It was nearly two hundred years ago that a flight of locks was completed on the Kennet and Avon Canal near Devizes, called the Caen Hill Locks. What an amazing feat of engineering! The concept of building these locks, to raise the level of the canal by 237 feet in 2 miles, the planning, the purchasing of land, the maths needed to ensure the structure and building would work, the technology… all done on paper and in people’s heads, no calculators or computers! The the course dug out by the strength of the navvies working on it, the locks lined with bricks and the gates constructed, the only transport would be what could be brought up on the canal on either side, or pulled on wagons by horses. What an immense undertaking!
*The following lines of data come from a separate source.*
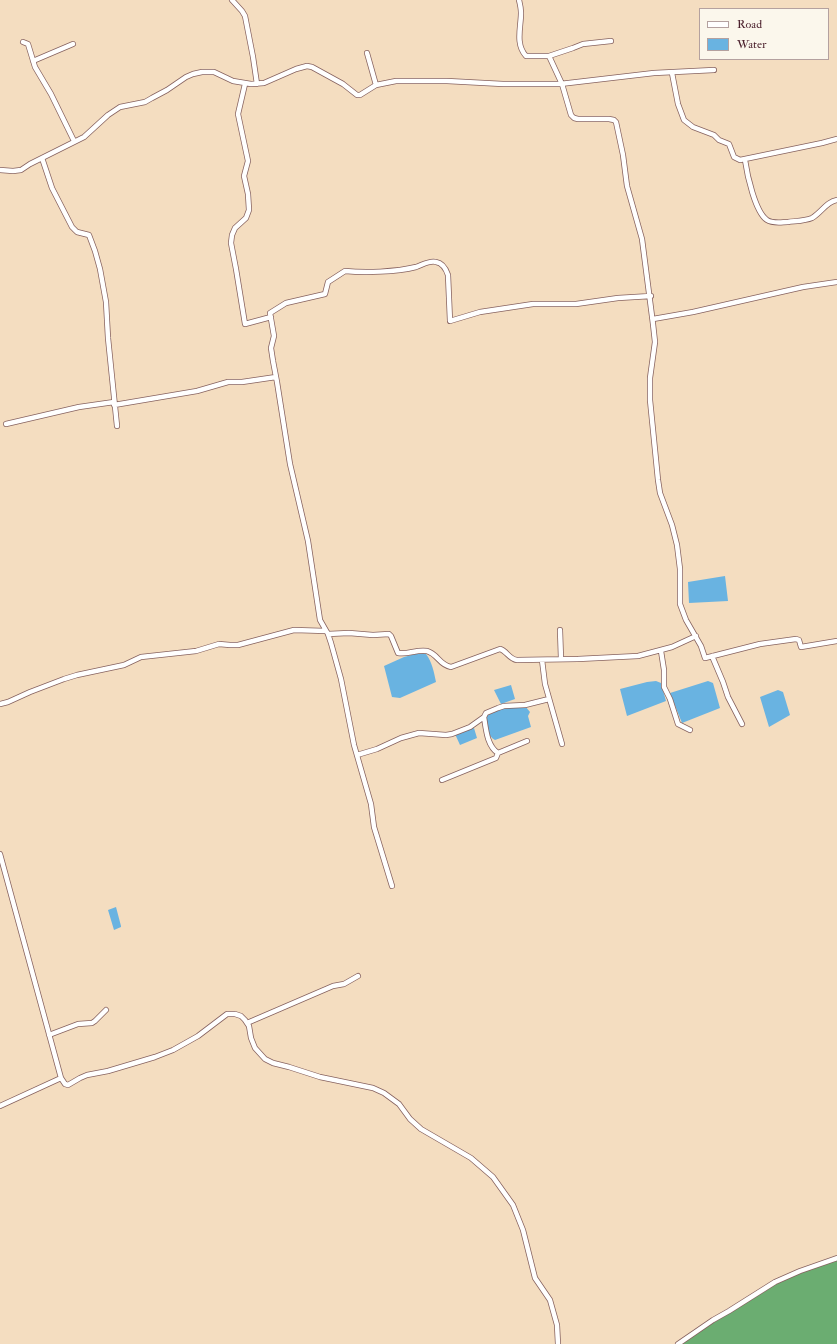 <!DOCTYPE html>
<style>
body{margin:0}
#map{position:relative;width:837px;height:1344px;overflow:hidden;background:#f4ddc0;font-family:"IM FELL Double Pica",serif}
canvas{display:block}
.legend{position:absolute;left:699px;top:8px;width:130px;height:52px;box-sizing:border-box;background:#fbf7ec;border:1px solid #b4a19f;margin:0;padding:5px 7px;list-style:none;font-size:12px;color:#4a1f2b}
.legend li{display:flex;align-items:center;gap:8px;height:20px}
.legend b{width:20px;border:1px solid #b4a19f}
</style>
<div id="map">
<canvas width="837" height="1344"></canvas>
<ul class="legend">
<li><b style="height:5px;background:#fff"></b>Road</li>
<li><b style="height:11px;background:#69b3e1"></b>Water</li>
</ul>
</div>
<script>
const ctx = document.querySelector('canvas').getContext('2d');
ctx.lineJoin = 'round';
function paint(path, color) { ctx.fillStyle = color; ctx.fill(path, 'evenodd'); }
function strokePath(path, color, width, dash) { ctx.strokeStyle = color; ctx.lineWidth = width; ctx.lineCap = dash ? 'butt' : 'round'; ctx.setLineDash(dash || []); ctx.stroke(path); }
paint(new Path2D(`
 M 837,1260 L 837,1344 L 682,1344 L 698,1332 L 767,1290 L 775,1282 Z`), '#6bad71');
paint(new Path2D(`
 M 725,576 L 728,601 L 689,603 L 688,582 Z
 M 419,653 L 426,654 C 432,662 434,672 436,682 L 400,698 L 392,697 L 384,666 L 404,657 Z
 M 656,681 L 661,683 L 666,701 L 627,716 L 620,689 L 647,682 Z
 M 708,681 L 713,683 L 720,708 L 682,723 L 670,693 Z
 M 511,685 L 515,699 L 501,704 L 494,690 Z
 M 778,690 L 783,692 L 790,715 L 769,727 L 760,697 Z
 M 525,706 L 530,712 L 528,716 L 531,727 L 495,740 C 487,736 487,724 486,716 L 503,708 Z
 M 474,728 L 477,738 L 460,745 L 455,734 Z
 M 116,907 L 121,926 L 121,927 L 114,930 L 108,910 Z`), '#69b3e1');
const minor = new Path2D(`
 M 232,0 L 242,11 L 245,16 L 253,57 L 257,84
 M 519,0 C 520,4 521,9 521,13 C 521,27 515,44 526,56 L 549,56 L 573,48 L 583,44 L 611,41
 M 23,42 L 28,44 L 35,67 L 51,94 L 74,141
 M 367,53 L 376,85
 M 549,56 L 562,84 L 571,115 L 574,118 L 578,119 L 609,119 L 614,120 L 616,122 L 623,155 L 627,186 L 642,239 L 653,324 L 655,342 L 650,378 L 650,400 L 658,480 L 660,493 L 672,525 L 677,545 L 680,569 L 680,604 L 686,620 L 701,646 L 705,658 L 760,644 L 796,639 L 799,640 L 801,647 L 837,641
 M 33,61 L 73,44
 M 672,73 L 678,104 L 684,120 L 693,127 L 714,135 L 719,140 L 729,144 L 734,157 L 740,160 L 822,143 L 837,139
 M 245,84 L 238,114 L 248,161 L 244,176 L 248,194 L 249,210 L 246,218 L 235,228 L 232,235 L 231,243 L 236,269 L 245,324 L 271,317
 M 42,158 L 52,188 L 72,227 L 77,232 L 89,235 L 95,251 L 100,269 L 106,302 L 108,338 L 117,426
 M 745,160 C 747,174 755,212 767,220 C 773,224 782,222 788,222 C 796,221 805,221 812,218 C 822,212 826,202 837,200
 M 0,170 L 13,171 L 21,170 L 30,164 L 84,137 L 108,115 L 120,107 L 145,102 L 152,98 L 167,90 L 186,77 L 193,74 L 202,72 L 214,72 L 233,81 L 251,84 L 264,83 L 296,69 L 307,66 L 312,67 L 343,84 L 357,95 L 360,95 L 376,85 L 396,81 L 447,81 L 503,84 L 560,84 L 654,73 L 714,70
 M 653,319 L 693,312 L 803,287 L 837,282
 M 114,405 L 197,391 L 228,382 L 242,382 L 276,377
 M 6,424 L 79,407 L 114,402
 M 560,630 L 561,659
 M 328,634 L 349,633 L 373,635 L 389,634 L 391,636 L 398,653 C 408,655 417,649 427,651 C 438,654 439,665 451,667 L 500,649 C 507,651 509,659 517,660 L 578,659 L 638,656 L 672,647 L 696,636
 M 661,651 L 664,670 L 664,687 L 670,699 L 678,724 L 690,730
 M 712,656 L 723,682 L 728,697 L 742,724
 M 542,660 L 545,684 L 562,744
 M 0,704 L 8,702 L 30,692 L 64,679 L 77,675 L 124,665 L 141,657 L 196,651 L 219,644 L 230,645 L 238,645 L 294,630 L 326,631
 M 484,717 C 486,729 487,746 498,753
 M 357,755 L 377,749 L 401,738 L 419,733 L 446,735 L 452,734 L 470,727 L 484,717 L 486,713 L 498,708 L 504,706 L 525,705 L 549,699
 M 442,780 L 496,758 L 498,753 L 527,741
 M 0,854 L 61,1078 L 65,1084 L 68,1085 L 80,1078 L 87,1075 L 108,1071 L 155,1057 L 173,1050 L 198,1036 L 227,1014 L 235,1014 L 241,1016 L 245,1020 L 249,1026 L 251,1038 L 255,1048 L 265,1059 L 273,1063 L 289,1067 L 320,1077 L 373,1088 L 384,1093 L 399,1104 L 410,1119 L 421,1129 L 471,1158 L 493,1177 L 513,1205 L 523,1230 L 535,1278 L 550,1300 L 557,1325 L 558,1344
 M 392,886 L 374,827 L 371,804 L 354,745 L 341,679 L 331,643 L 328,634 L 320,620 L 308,541 L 290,464 L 277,382 L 273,361 L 271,348 L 274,336 L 270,313 L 286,303 L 325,294 L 328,282 L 345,271 C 365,273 396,272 416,267 C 422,265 430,260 436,262 C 443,263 446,269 448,275 L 450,321 L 480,312 L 533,304 L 576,304 L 618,298 L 651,296
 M 247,1023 L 333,986 L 344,984 L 358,976
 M 49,1035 L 78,1024 L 92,1023 L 95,1021 L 106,1010
 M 0,1106 L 61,1078
 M 678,1344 L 713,1320 L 729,1311 L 775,1282 L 800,1271 L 837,1258`);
strokePath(minor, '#86625f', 6);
strokePath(minor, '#fff', 4.5);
</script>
John Rennie, a Scottish civil engineer, born in East Lothian in 1761 came from a rural background; his father was a farmer at Phantassie; Rennie was interested in what we would now call technology from an early age. He went on to design many bridges and docks as well as canals. The canal projects he undertook included the Lancaster Canal, the Chelmer and Blackwater Navigation, the Crinan Canal, the Rochdale Canal and the Royal Canal from Dublin to the Shannon near Longford. Closer to my Cambridgeshire home his other projects included drainage operations in the Lincolnshire and Norfolk fens, the River Witham and a new channel for the River Ouse.
As we walked down beside the canal, watching narrow boats negotiating their way into the different locks to progress up or down, we couldn’t help but marvel at it; the last commercial load was carried in 1948 and it fell into disrepair. Thank goodness it was restored, so many people use it in many different ways, and a whole new industry is dependent on it – leisure and tourism!